There are any number of woods that can be used for wattle depend on the exact location, but many sources for 8 foot whips when growing in shade or streambanks or edges.
Getting poles for a roof is a whole lot harder. You may be able to find some shooting up in shady spots, but getting more than a dozen matching on any piece of property will be a challenge. Cedars are what my friend used (low pitched round living roof with a center pole, timber frame with strawbale infill). It was still tough to get enough the right size to make the span--no way he could have done a reciprocal or free span. He couldn't free span the loft, either so the support pole was not a big deal to him.
I would LOVE a reciprocal roof with a working cupola (controllable light and vent).
I am planning on the basic "cabins" being 300 sq.ft interior, so my spans won't be that large.
However, I just discovered this:
A double-reciprocal roof design!
I will try and hit the highlights (let me know if I have missed anything.)

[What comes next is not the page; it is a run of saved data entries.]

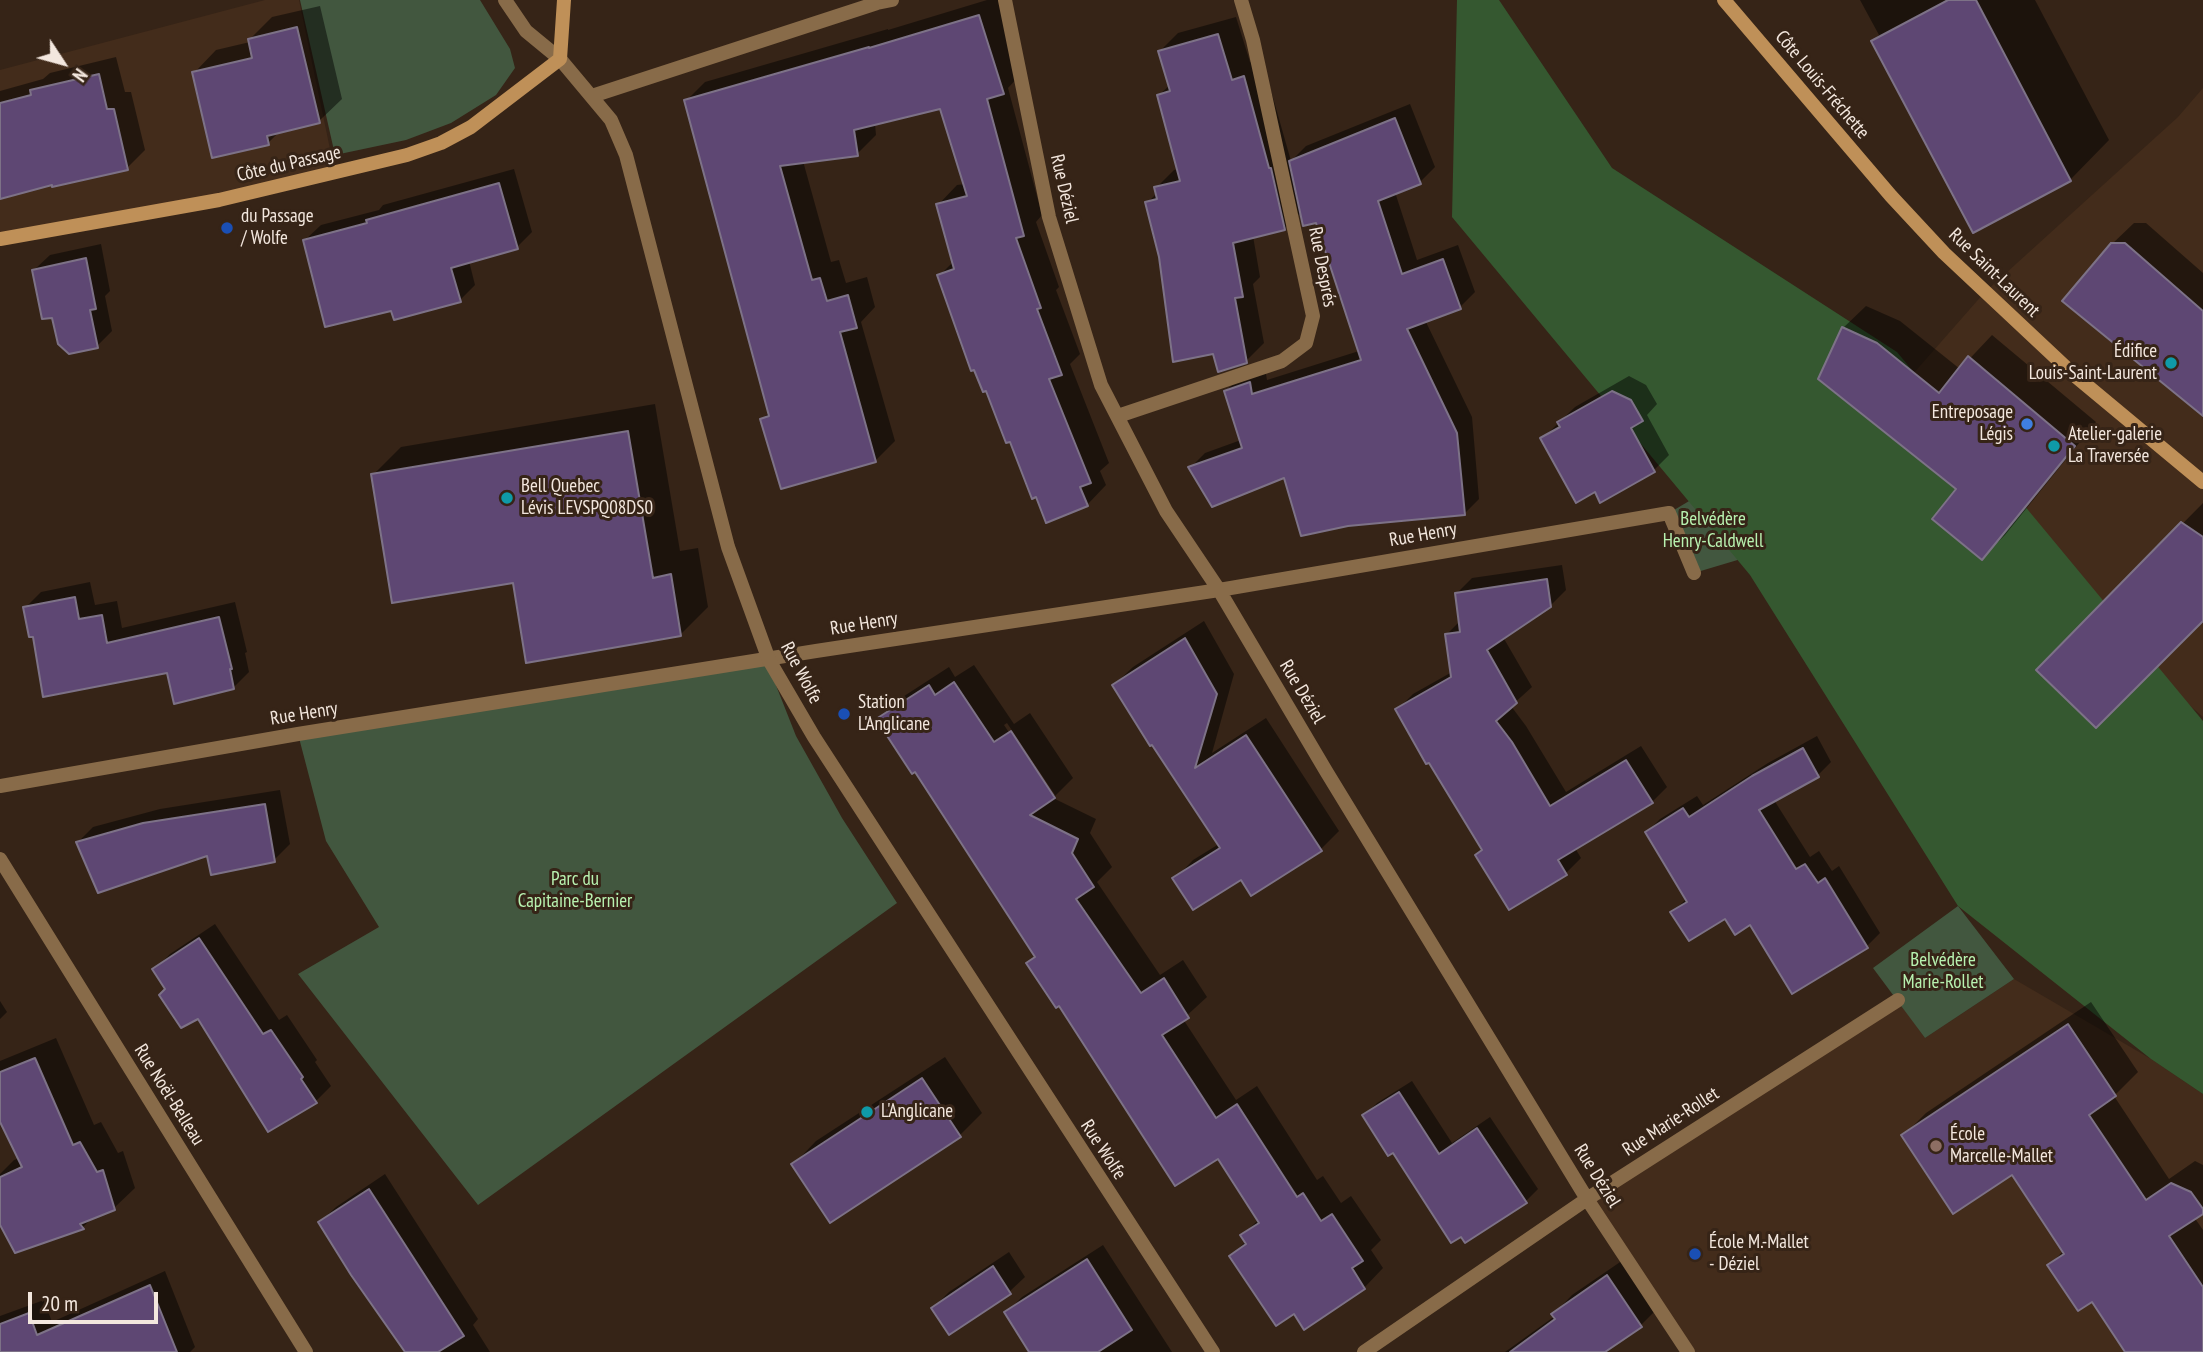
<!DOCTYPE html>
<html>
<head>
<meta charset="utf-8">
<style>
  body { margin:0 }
  #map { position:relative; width:2203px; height:1352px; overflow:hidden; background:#362417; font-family:"PT Sans Narrow",sans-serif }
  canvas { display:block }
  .north { position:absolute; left:28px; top:28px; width:70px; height:70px; -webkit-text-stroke:5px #362417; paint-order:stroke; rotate:126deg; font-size:19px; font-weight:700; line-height:28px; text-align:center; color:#f3e7de }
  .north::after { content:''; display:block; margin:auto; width:24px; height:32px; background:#f3e7de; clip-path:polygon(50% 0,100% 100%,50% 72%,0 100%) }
  .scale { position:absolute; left:28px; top:1292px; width:130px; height:32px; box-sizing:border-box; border:4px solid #f3e7de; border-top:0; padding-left:9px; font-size:21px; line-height:24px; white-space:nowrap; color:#f3e7de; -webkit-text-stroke:5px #362417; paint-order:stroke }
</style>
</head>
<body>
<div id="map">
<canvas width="2203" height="1352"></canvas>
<div class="north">N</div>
<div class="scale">20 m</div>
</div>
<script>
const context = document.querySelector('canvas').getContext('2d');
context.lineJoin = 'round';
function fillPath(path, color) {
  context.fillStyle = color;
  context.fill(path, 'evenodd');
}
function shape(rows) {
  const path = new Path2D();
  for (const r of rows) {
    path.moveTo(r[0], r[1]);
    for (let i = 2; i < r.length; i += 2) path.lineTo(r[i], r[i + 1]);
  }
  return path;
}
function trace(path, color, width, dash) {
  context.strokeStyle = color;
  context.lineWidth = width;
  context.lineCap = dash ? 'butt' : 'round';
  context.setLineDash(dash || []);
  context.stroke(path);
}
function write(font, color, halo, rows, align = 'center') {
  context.font = font + ' "PT Sans Narrow",sans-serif';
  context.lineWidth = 6;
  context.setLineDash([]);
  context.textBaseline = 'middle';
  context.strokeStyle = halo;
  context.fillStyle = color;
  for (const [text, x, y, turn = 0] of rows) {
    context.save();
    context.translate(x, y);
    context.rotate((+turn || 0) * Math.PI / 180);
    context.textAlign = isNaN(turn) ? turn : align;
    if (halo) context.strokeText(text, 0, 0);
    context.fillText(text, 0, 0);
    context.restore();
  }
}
fillPath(shape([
  [265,0,299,0,335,173,0,239,0,70],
  [2203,88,2203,717,1869,424,1984,293,2178,117],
  [2014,979,2151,1059,2203,1094,2203,1352,1688,1352,1587,1199,1898,1000,1925,1038]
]), '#432c1b');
fillPath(shape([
  [300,0,480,0,510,49,515,68,496,95,451,123,406,140,335,155],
  [1716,485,1761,553,1694,573,1669,513],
  [766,660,796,736,842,818,897,903,478,1205,298,974,379,927,326,841,298,734],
  [1958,906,2014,979,1925,1038,1873,968]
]), '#42573f');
fillPath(shape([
  [1457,0,1499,0,1612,168,1897,352,2203,721,2203,1094,2151,1059,1958,906,1750,575,1452,217]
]), '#355830');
fillPath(shape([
  [987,0,999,0,1022,73,1008,88,1042,215,1036,222,1059,287,1056,290,1080,354,1070,364,1109,463,1100,471,1106,485,1087,505,1011,440,939,276,954,261,938,205,957,185,965,184,941,107,875,124,876,135,857,154,803,161,831,262,839,260,846,283,867,277,875,307,861,322,895,441,876,460,782,487,762,419,770,412,686,101,705,82,888,29,888,30],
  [1860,0,2035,0,2109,140,2070,180,1873,41,1879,35],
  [320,6,342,99,319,121,280,131,268,143,194,73,216,50,250,42,249,40,272,17],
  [1236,17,1250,62,1262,59,1291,161,1306,146,1410,104,1435,167,1420,182,1395,192,1417,260,1458,245,1475,292,1460,307,1425,320,1472,417,1479,499,1464,514,1285,476,1190,468,1205,453,1241,440,1226,391,1241,376,1265,368,1267,380,1359,351,1317,221,1302,211,1284,229,1253,236,1260,277,1253,284,1264,343,1246,361,1214,352,1160,257,1147,203,1157,193,1156,188,1174,170,1179,169,1159,95,1170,85,1160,51,1178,33],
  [116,57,125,92,131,92,145,150,127,168,53,183,0,197,0,91,43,79,50,73],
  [514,169,532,232,517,247,469,261,475,285,460,300,392,308,305,240,321,225,379,210,383,205],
  [2134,223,2146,223,2203,273,2203,414,2112,244],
  [101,244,110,291,105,296,112,331,97,346,53,316,34,270,50,255],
  [1866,306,1900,321,1960,369,1992,335,2096,422,2005,535,1982,558,1959,488,1843,328],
  [1629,376,1646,385,1657,404,1647,415,1669,455,1654,470,1542,439,1575,407],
  [655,404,680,551,698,548,708,607,680,635,514,581,373,475,401,447],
  [2203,503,2203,619,2038,670],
  [1562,565,1566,590,1550,606,1503,637,1532,687,1511,706,1526,726,1566,792,1641,746,1667,787,1652,802,1575,848,1581,858,1566,873,1510,908,1483,849,1398,709,1413,694,1452,672,1446,635,1461,620,1457,593,1472,578],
  [90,582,95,605,117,601,122,628,235,602,247,652,245,653,249,672,233,688,34,635,25,608,41,592],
  [1204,621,1234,674,1212,753,1266,718,1339,831,1321,849,1242,877,1175,879,1193,860,1219,844,1114,685,1133,667],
  [974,665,1014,724,1030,713,1073,778,1053,798,1096,819,1090,833,1112,867,1097,882,1160,975,1183,960,1207,997,1183,1019,1236,1100,1257,1086,1317,1180,1323,1176,1341,1203,1351,1196,1381,1240,1371,1250,1383,1268,1364,1288,1295,1312,1231,1256,1246,1241,1243,1235,1259,1219,1218,1156,1028,963,1036,955,915,770,879,720,898,700,949,667,955,677],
  [1007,723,1055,795,1051,795,1004,725],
  [1817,736,1831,762,1818,775,1774,800,1810,857,1819,851,1832,871,1839,866,1880,933,1867,946,1793,992,1751,922,1726,917,1673,912,1687,898,1647,832,1660,819,1697,796,1703,805,1768,763],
  [280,790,290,844,274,860,78,842,93,827,160,809],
  [215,924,279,1020,287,1015,317,1060,315,1062,331,1086,316,1101,268,1129,198,1017,167,989,155,969,170,954],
  [0,1001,7,1012,0,1019],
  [2091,1002,2138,1072,2114,1096,2169,1179,2195,1161,2203,1165,2203,1212,2194,1217,2203,1230,2203,1352,2127,1352,2092,1300,2050,1265,2064,1250,2012,1173,1903,1136,1926,1113],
  [56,1038,94,1125,101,1122,118,1153,123,1151,135,1188,114,1208,93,1217,83,1227,16,1251,0,1221,0,1174,14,1160,20,1158,0,1118,0,1061],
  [945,1057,982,1113,959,1136,794,1164,816,1141],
  [1412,1081,1452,1143,1490,1117,1538,1189,1525,1202,1393,1150,1364,1116,1377,1103],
  [385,1174,478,1319,473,1325,490,1352,407,1352,320,1222,336,1207],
  [1103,1245,1172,1352,1031,1352,1006,1313,1022,1297],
  [1009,1252,1025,1277,1009,1292,933,1308,949,1292],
  [1626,1258,1659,1307,1641,1325,1602,1352,1505,1352,1555,1316,1554,1314,1572,1295],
  [165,1271,195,1347,190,1352,0,1352,0,1316,44,1300,52,1322]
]), '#0007');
const building = shape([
  [1948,0,1976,0,2071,181,1973,233,1871,41,1948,0],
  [979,15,1004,94,987,99,1024,236,1016,238,1041,308,1037,309,1062,375,1049,379,1091,483,1080,487,1088,506,1046,523,1036,497,1032,499,1010,442,1006,443,986,391,983,392,974,370,971,371,937,275,954,269,936,204,967,196,940,109,854,130,858,156,780,166,812,280,820,278,827,301,848,295,857,328,840,332,876,462,781,489,760,419,769,416,684,100,869,47,869,48,979,15],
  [297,27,320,123,267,136,269,145,212,158,192,72,252,58,248,39,297,27],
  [1218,34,1232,80,1244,76,1269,168,1271,168,1285,230,1233,243,1243,297,1235,298,1247,363,1218,372,1213,354,1173,362,1159,257,1145,202,1157,199,1154,187,1180,181,1157,95,1170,91,1158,51,1218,34],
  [99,74,107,109,114,109,128,170,52,187,52,185,0,199,0,103,31,95,30,90,99,74],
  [1395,118,1421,184,1378,201,1402,274,1443,259,1461,309,1407,329,1457,433,1465,515,1348,526,1301,536,1284,478,1212,507,1188,467,1242,448,1224,391,1250,382,1252,394,1361,360,1316,223,1303,226,1289,161,1395,118],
  [499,183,518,249,451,268,461,302,394,320,391,311,325,327,303,240,367,223,366,220,499,183],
  [2111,243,2125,243,2203,311,2203,416,2062,301,2111,243],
  [86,258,96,309,90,310,98,348,69,354,58,344,52,318,42,319,32,270,86,258],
  [1842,327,1877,343,1939,393,1968,356,2075,446,1982,560,1932,519,1956,489,1818,379,1842,327],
  [1612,391,1631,400,1643,421,1631,428,1655,472,1600,503,1595,492,1576,503,1540,438,1560,427,1557,422,1612,391],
  [628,431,653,578,671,574,681,636,526,663,513,583,392,603,371,474,628,431],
  [2181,522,2203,537,2203,621,2096,728,2036,670,2181,522],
  [1547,579,1551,607,1487,650,1517,703,1496,721,1512,742,1550,806,1626,760,1653,803,1558,860,1567,875,1509,910,1475,855,1482,850,1429,763,1426,764,1395,709,1451,677,1445,634,1460,632,1455,593,1547,579],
  [75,597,79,619,102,615,107,643,219,617,232,669,230,669,234,689,174,704,167,673,43,697,33,637,29,637,23,607,75,597],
  [1185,638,1217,694,1195,768,1246,735,1322,851,1251,896,1241,880,1193,910,1172,878,1220,848,1152,745,1150,746,1112,685,1185,638],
  [954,682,994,742,1011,731,1055,798,1030,815,1078,839,1072,853,1094,887,1076,899,1141,993,1164,978,1189,1018,1162,1035,1216,1118,1237,1104,1297,1197,1303,1193,1321,1221,1332,1214,1363,1261,1352,1268,1365,1289,1304,1330,1294,1314,1276,1326,1229,1256,1246,1244,1240,1235,1259,1223,1218,1159,1175,1186,1059,1006,1056,1008,1026,963,1035,957,915,772,912,774,876,719,929,685,935,695,954,682],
  [1803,748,1819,777,1759,810,1796,869,1805,864,1818,883,1825,878,1868,948,1792,994,1750,925,1735,935,1725,919,1689,941,1670,912,1687,902,1645,832,1683,808,1689,817,1752,776,1803,748],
  [265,804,275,862,211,875,207,856,98,893,76,842,143,823,265,804],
  [199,938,263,1034,271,1030,303,1077,301,1079,317,1103,268,1132,198,1019,181,1028,159,995,165,989,152,969,199,938],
  [2068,1024,2116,1096,2089,1115,2146,1200,2171,1183,2191,1192,2203,1209,2203,1214,2169,1236,2203,1287,2203,1352,2125,1352,2092,1302,2078,1311,2047,1265,2064,1254,2012,1175,1953,1214,1901,1135,2068,1024],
  [35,1058,73,1145,80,1142,97,1172,103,1170,115,1210,80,1224,84,1229,15,1253,0,1225,0,1177,22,1167,0,1122,0,1072,35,1058],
  [922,1078,961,1137,830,1223,791,1164,922,1078],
  [1399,1092,1439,1154,1477,1128,1527,1203,1465,1243,1461,1237,1451,1243,1393,1153,1388,1156,1362,1115,1399,1092],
  [369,1189,464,1336,438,1352,405,1352,351,1275,318,1222,369,1189],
  [1087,1259,1132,1330,1098,1352,1029,1352,1004,1312,1087,1259],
  [993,1266,1011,1294,949,1335,931,1308,993,1266],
  [1607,1275,1642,1327,1605,1352,1510,1352,1555,1319,1551,1314,1607,1275],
  [150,1285,177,1352,0,1352,0,1324,29,1313,37,1335,150,1285]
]);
fillPath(building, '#5e4773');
trace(building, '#7d7287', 2);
trace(shape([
  [1005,0,1049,217,1101,385,1166,511,1219,590,1326,771,1587,1199,1688,1352],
  [592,96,877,3,892,0],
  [1118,416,1282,361,1306,343,1313,316,1253,40,1241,0],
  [0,786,298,734,816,651,1219,590,1669,513,1694,573],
  [0,859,306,1352],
  [1364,1352,1587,1199,1898,1000]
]), '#886b49', 14);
trace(shape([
  [505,0,526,31,560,59,611,120,626,155,728,547,769,660,814,737,1213,1352]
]), '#886b49', 14);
trace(shape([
  [1724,0,1891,196,1944,253,2073,374,2203,482],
  [0,239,219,200,407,155,441,143,471,127,560,59,564,0]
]), '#bf9058', 14);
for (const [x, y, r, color] of [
  [227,228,7,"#1a4fb4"],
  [2171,363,7,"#0f9aa8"],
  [2027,424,7,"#3f7fe0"],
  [2054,446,7,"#0f9aa8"],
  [507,498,7,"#0f9aa8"],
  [844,714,7,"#1a4fb4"],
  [867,1112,7,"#0f9aa8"],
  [1936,1146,7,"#8d6e63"],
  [1695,1254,7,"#1a4fb4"]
]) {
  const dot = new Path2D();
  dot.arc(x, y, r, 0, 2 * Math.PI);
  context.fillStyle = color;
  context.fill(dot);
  trace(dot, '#362417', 2.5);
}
write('19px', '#f3e7de', '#362417', [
  ["Côte Louis-Fréchette",1822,85,50],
  ["Côte du Passage",289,164,-13],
  ["Rue Déziel",1064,189,77],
  ["Rue Després",1322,267,79],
  ["Rue Saint-Laurent",1994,273,44],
  ["Rue Henry",1423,535,-10],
  ["Rue Henry",864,624,-9],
  ["Rue Wolfe",801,673,62],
  ["Rue Déziel",1302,692,59],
  ["Rue Henry",304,714,-9],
  ["Rue Noël-Belleau",169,1095,58],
  ["Rue Marie-Rollet",1671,1122,-33],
  ["Rue Wolfe",1103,1150,57],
  ["Rue Déziel",1597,1176,58]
]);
write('19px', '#f3e7de', '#362417', [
  ["du Passage",241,217],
  ["/ Wolfe",241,239],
  ["Édifice",2157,352,"right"],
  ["Louis-Saint-Laurent",2157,374,"right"],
  ["Entreposage",2013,413,"right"],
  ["Légis",2013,435,"right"],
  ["Atelier-galerie",2068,435],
  ["La Traversée",2068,457],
  ["Bell Quebec",521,487],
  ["Lévis LEVSPQ08DS0",521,509],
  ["Station",858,703],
  ["L'Anglicane",858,725],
  ["L'Anglicane",881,1112],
  ["École",1950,1135],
  ["Marcelle-Mallet",1950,1157],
  ["École M.-Mallet",1709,1243],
  ["- Déziel",1709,1265]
], 'left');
write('19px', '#b8f2b0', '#362417', [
  ["Belvédère",1713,520],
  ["Henry-Caldwell",1713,542],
  ["Parc du",575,880],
  ["Capitaine-Bernier",575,902],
  ["Belvédère",1943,961],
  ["Marie-Rollet",1943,983]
]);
</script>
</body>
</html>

"Living in the round" is as much a cultural mindset as anything else...simply put, it's not easy and many that think they will like it, soon find they do not. So if you have lived in the round before great!...Proceed with a light, and happy heart...If not...really think about it. Most cultures that live in the round are living nomadic or semi nomadic lives, and/or living in very "big" round space with multiple floors and some flat surfaces. This is not a "right or wrong" concept...just an architecture choice that many choose without really comprehending what they are picking.
Oak, Osage, locust and/or several others (until you get into something like Mesquite) all cut about the same if your tools are of good quality and properly sharpened...so there really is not a big difference in what they do to tools (especially power tools or really sharp good hand tools.) If Locust is a 10 in this group...oak is a 9.5 or better and Osage is in between. Also, timber frames are (for the most part) cut "wet" (or in the "green") and this has a huge effect in how they cut. Oiling, and/or "wetting" your edge and the wood also facilitates cutting and clearing the chips.
If you do choose to proceed "in the round" little exceeds a corbelled or reciprocal roof. I have CADs for both styles, and there are many other "mondala" variations (as you have seen and shared) that are stunning. They can be a little challenging to assemble, and if "truly jointed" much more difficult to layout and cut. I will warn you that just because you see so many DIYers doing these...does not mean they are doing them well or that they are designed and engineer properly. Your space seems small enough that you should have little issue.
If you are working with "round material" (these are called "bolts") you are going to have much more of a challenge in layout and joinery unless you are going for the "really really rough look," in your joints and workmanship. In the size range you have mentioned, you very well may find plenty of Osage that will fulfill your needs...especially in Missouri. If this is your first "full scale project" I strongly recommend more than thorough (and longer than normal) planning, modelling and blue prints both in elevation and plan.
Let me know if I can be of further assistance.